▸ **TASK PROMPT**:
Leave the images out, and otherwise write out each entry exactly.
● ● ● ●
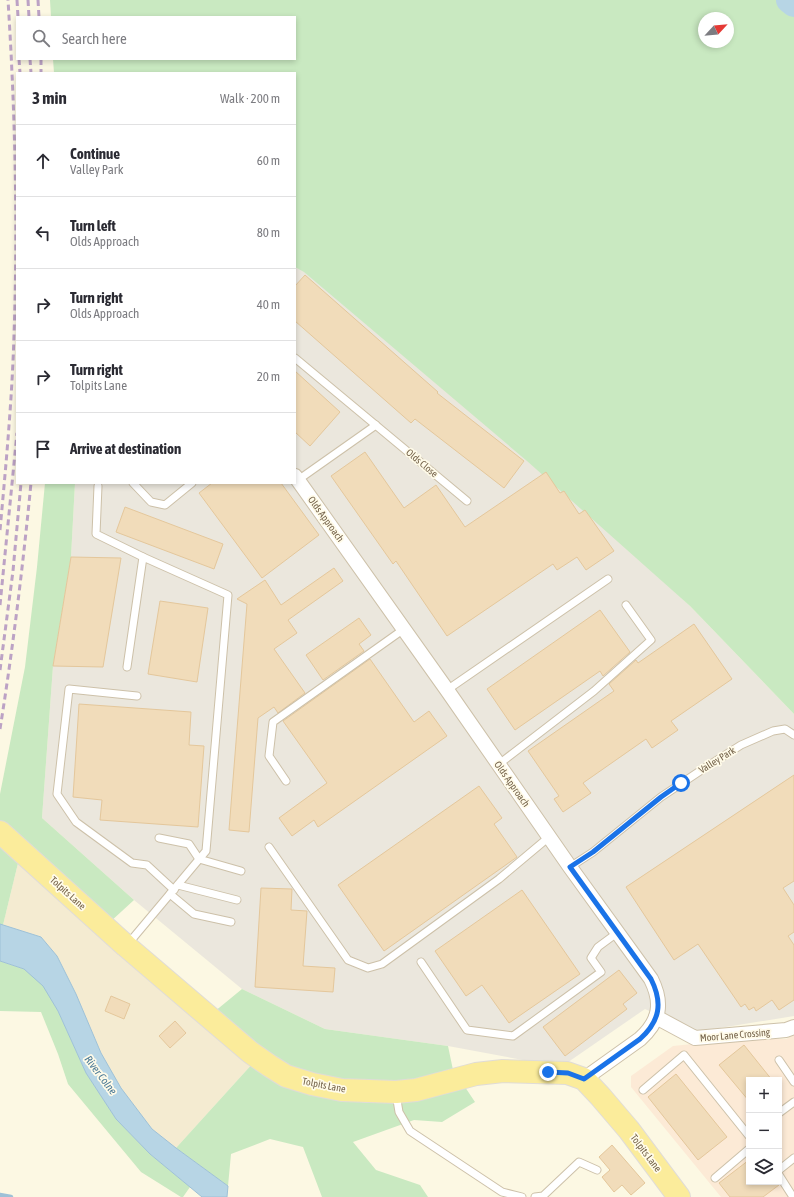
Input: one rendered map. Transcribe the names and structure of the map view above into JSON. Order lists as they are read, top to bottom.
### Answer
{
  "streets": {
    "main road": ["Tolpits Lane"],
    "street": ["Olds Approach", "Moor Lane Crossing"],
    "lane": ["Olds Close", "Valley Park"]
  },
  "crossings": [
    ["Olds Approach", "Valley Park"],
    ["Olds Approach", "Tolpits Lane"],
    ["Olds Approach", "Moor Lane Crossing"]
  ],
  "water": ["River Colne"],
  "north": "top right",
  "page": {
    "search": "Search here",
    "heading": ["3 min", "Walk · 200 m"],
    "list": [
      ["Continue", "Valley Park", "60 m"],
      ["Turn left", "Olds Approach", "80 m"],
      ["Turn right", "Olds Approach", "40 m"],
      ["Turn right", "Tolpits Lane", "20 m"],
      "Arrive at destination"
    ],
    "map_buttons": ["+", "−"]
  }
}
● ● ● ●
▸ **RESULT FOR THIS TASK**:
Input: one rendered map. Transcribe the names and structure of the map view above into JSON. Order lists as they are read, top to bottom.
### Answer
{
  "streets": {
    "main road": ["Tolpits Lane"],
    "street": ["Olds Approach", "Moor Lane Crossing"],
    "lane": ["Olds Close", "Valley Park"]
  },
  "crossings": [
    ["Olds Approach", "Valley Park"],
    ["Olds Approach", "Tolpits Lane"],
    ["Olds Approach", "Moor Lane Crossing"]
  ],
  "water": ["River Colne"],
  "north": "top right",
  "page": {
    "search": "Search here",
    "heading": ["3 min", "Walk · 200 m"],
    "list": [
      ["Continue", "Valley Park", "60 m"],
      ["Turn left", "Olds Approach", "80 m"],
      ["Turn right", "Olds Approach", "40 m"],
      ["Turn right", "Tolpits Lane", "20 m"],
      "Arrive at destination"
    ],
    "map_buttons": ["+", "−"]
  }
}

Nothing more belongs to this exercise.